- [DATASET]:
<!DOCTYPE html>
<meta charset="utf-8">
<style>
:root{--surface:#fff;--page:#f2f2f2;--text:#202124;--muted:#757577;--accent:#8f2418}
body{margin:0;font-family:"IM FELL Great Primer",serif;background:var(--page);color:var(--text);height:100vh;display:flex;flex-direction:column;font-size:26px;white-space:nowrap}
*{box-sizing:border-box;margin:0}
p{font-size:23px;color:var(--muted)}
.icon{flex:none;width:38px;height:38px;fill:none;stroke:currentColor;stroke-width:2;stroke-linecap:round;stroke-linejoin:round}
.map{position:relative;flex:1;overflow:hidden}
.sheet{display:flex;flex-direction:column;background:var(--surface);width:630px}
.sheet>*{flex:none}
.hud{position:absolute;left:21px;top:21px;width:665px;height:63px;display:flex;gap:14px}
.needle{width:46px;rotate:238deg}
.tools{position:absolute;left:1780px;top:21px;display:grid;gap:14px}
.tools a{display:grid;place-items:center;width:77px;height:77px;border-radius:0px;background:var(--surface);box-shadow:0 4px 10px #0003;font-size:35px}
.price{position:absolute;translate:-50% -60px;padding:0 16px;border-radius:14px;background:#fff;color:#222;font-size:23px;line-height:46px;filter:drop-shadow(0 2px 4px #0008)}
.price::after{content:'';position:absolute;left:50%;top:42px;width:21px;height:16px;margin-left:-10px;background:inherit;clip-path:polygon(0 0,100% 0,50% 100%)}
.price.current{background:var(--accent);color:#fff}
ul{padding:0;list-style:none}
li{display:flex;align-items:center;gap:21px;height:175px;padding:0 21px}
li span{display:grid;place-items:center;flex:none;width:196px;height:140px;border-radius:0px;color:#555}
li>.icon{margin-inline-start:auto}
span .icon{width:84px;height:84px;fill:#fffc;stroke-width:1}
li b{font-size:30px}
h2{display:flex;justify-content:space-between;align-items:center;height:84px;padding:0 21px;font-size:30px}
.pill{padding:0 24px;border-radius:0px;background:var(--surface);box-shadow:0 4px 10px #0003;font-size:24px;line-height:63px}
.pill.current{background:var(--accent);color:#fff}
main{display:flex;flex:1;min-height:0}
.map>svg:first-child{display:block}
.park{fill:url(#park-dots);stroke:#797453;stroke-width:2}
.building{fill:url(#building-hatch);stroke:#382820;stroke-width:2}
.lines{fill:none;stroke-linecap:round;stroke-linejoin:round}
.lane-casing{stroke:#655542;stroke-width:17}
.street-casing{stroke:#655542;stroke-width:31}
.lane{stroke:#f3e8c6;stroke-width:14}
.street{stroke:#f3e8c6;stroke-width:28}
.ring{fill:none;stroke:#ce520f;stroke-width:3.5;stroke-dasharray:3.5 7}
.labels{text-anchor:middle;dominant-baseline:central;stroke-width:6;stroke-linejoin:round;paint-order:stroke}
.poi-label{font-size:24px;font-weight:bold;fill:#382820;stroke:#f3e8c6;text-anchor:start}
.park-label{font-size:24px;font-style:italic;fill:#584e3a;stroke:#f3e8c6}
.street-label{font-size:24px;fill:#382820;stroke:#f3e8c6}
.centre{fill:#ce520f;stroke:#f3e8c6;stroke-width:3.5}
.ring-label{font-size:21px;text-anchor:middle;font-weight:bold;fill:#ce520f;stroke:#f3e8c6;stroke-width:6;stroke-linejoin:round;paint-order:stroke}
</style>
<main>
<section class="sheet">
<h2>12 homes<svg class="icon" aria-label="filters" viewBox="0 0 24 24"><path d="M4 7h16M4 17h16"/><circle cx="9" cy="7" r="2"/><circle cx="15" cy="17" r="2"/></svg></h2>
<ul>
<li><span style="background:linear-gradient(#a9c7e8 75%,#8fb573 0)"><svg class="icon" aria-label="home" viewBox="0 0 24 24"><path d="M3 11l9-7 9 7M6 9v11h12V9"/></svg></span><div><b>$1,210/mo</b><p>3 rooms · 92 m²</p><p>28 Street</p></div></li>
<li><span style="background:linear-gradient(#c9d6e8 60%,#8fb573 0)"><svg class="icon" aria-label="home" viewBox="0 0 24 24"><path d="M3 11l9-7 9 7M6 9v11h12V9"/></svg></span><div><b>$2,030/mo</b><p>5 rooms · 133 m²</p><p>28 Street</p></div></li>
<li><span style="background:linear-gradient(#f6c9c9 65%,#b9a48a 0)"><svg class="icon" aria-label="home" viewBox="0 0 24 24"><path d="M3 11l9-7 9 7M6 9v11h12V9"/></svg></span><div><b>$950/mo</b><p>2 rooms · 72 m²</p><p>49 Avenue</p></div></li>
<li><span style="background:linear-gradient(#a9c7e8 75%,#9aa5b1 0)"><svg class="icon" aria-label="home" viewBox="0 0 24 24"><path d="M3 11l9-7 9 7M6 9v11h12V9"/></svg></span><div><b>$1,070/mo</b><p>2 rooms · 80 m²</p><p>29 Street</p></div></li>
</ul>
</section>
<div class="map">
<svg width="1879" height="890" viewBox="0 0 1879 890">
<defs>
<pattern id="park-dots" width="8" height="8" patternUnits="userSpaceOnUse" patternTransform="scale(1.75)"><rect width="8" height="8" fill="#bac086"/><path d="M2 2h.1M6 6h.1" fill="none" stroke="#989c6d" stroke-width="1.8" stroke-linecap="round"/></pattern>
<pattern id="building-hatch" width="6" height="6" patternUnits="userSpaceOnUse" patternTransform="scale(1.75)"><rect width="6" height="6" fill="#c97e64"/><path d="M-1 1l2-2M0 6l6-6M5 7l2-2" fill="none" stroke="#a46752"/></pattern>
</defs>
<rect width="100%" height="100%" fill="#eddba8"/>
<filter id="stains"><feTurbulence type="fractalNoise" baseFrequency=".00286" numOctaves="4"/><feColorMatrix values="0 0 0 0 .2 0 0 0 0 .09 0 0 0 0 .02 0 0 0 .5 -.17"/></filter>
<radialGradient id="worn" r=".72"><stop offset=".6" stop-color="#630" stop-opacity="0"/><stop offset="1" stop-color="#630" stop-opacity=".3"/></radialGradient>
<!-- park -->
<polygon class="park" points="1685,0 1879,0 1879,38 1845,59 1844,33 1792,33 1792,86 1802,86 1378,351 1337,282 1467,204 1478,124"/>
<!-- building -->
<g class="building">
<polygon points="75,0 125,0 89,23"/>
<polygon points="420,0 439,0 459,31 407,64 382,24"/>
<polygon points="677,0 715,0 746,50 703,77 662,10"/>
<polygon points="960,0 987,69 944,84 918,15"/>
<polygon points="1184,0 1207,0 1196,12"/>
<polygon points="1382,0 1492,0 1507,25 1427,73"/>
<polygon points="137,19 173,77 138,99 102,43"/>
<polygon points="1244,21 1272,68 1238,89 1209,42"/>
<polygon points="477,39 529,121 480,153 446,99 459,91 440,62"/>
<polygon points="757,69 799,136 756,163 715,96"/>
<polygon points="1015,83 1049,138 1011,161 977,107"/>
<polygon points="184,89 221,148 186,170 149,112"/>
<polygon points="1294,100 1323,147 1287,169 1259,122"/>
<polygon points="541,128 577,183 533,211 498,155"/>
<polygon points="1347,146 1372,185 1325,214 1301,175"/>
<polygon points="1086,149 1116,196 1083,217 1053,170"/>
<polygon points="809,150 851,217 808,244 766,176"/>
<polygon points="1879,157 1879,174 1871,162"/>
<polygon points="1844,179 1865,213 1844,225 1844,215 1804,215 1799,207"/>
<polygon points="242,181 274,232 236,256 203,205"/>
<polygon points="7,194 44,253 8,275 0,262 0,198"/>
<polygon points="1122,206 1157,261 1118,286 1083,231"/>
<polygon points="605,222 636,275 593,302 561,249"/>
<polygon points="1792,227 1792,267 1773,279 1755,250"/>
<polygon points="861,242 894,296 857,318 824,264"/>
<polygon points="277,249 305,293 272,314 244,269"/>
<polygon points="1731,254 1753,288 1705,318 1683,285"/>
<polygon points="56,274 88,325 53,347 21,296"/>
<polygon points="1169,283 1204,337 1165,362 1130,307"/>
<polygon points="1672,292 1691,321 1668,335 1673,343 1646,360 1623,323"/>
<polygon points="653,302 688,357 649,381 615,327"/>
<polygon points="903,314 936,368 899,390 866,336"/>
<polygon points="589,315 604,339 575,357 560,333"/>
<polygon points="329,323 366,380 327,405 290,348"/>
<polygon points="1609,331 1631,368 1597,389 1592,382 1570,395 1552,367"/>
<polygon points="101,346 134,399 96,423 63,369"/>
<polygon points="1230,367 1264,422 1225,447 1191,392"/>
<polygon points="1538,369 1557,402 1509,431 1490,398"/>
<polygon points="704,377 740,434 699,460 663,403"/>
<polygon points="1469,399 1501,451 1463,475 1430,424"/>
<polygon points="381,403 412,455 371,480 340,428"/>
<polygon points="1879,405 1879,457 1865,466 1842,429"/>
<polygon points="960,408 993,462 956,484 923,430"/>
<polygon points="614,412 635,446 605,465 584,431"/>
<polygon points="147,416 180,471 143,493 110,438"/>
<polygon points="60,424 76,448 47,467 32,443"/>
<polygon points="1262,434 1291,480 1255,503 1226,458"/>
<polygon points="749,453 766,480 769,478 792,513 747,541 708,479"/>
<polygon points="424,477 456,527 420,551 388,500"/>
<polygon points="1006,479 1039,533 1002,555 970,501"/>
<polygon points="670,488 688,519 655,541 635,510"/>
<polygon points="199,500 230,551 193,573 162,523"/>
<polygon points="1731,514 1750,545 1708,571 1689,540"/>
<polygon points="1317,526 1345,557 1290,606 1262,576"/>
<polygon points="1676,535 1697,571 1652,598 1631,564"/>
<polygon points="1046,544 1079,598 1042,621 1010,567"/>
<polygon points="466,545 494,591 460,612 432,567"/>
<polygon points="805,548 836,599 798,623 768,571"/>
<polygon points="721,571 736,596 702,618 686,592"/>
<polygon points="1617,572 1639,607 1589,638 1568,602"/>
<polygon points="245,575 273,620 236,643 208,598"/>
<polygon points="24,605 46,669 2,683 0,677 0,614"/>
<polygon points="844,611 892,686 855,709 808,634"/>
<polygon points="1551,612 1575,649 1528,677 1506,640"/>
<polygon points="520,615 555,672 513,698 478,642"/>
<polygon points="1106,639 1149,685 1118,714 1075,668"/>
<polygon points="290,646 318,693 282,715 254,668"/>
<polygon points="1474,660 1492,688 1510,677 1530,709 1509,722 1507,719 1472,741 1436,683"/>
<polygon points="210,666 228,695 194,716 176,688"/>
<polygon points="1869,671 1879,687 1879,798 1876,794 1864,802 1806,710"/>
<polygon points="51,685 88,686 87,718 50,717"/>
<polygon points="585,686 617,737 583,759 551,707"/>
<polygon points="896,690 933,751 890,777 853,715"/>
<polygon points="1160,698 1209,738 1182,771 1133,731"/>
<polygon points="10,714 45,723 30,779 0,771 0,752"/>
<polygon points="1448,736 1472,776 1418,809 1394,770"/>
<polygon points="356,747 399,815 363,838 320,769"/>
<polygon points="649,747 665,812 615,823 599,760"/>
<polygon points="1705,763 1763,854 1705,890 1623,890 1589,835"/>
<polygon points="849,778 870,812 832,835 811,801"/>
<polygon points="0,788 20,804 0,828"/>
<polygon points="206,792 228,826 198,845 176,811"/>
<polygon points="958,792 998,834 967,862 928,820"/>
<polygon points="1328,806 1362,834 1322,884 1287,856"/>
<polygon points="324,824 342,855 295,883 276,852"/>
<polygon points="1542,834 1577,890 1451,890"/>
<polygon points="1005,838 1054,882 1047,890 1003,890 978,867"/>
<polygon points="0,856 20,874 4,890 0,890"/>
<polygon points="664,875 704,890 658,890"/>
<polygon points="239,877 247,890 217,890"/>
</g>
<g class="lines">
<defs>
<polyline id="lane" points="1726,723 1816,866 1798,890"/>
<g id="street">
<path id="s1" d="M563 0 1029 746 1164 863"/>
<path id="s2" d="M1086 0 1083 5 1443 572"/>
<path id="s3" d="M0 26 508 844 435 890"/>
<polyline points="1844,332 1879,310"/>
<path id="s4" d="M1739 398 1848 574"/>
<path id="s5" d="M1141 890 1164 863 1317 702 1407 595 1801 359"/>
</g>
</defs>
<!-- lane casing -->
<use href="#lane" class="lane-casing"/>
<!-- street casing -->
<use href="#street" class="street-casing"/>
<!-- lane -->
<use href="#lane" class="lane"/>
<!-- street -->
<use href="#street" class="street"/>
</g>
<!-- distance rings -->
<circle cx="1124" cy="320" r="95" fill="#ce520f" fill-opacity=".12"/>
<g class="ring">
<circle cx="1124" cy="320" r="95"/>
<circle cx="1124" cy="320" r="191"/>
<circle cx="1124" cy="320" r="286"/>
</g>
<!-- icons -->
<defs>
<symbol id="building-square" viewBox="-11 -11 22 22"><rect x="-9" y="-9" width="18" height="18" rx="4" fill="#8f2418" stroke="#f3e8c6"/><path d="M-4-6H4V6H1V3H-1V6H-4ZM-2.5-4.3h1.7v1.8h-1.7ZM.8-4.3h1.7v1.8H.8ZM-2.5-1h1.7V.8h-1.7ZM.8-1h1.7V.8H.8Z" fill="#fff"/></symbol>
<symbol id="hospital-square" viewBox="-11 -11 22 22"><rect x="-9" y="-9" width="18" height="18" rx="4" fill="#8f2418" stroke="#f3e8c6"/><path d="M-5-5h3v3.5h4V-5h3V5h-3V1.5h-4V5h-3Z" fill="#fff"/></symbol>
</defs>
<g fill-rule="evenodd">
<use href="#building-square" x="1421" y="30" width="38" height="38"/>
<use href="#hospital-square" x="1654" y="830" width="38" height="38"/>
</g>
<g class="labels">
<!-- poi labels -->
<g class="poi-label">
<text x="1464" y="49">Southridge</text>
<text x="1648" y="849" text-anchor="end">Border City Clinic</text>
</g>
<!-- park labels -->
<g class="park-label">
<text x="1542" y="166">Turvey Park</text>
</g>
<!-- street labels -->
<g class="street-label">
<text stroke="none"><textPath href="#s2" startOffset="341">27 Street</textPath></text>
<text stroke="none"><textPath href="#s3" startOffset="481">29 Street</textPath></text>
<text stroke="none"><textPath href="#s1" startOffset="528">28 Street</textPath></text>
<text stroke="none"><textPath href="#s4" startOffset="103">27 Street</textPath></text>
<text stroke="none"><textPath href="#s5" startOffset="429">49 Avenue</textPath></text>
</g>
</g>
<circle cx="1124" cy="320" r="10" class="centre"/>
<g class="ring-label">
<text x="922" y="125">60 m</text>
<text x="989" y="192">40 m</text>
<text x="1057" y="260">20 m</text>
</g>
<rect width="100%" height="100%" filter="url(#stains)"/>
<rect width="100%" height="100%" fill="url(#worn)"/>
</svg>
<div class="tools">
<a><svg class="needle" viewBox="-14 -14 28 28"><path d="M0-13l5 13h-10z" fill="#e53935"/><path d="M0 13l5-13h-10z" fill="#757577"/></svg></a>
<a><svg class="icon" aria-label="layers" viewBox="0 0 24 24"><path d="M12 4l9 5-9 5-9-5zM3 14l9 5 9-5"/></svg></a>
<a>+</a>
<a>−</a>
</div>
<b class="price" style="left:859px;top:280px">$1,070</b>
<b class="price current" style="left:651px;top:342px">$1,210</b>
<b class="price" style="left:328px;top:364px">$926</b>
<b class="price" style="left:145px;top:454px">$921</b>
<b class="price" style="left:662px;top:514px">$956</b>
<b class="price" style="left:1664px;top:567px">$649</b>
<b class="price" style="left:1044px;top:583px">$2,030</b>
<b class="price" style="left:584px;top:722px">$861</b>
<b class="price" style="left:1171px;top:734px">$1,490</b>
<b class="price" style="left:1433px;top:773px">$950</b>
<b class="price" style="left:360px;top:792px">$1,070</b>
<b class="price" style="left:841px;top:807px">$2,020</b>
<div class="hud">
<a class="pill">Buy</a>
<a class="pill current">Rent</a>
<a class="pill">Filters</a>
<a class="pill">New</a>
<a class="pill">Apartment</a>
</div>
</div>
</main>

- [BRIEF]: Return all lines from the material that contain "Avenue".

- [THE COMPLETED TASK]:
<li><span style="background:linear-gradient(#f6c9c9 65%,#b9a48a 0)"><svg class="icon" aria-label="home" viewBox="0 0 24 24"><path d="M3 11l9-7 9 7M6 9v11h12V9"/></svg></span><div><b>$950/mo</b><p>2 rooms · 72 m²</p><p>49 Avenue</p></div></li>
<text stroke="none"><textPath href="#s5" startOffset="429">49 Avenue</textPath></text>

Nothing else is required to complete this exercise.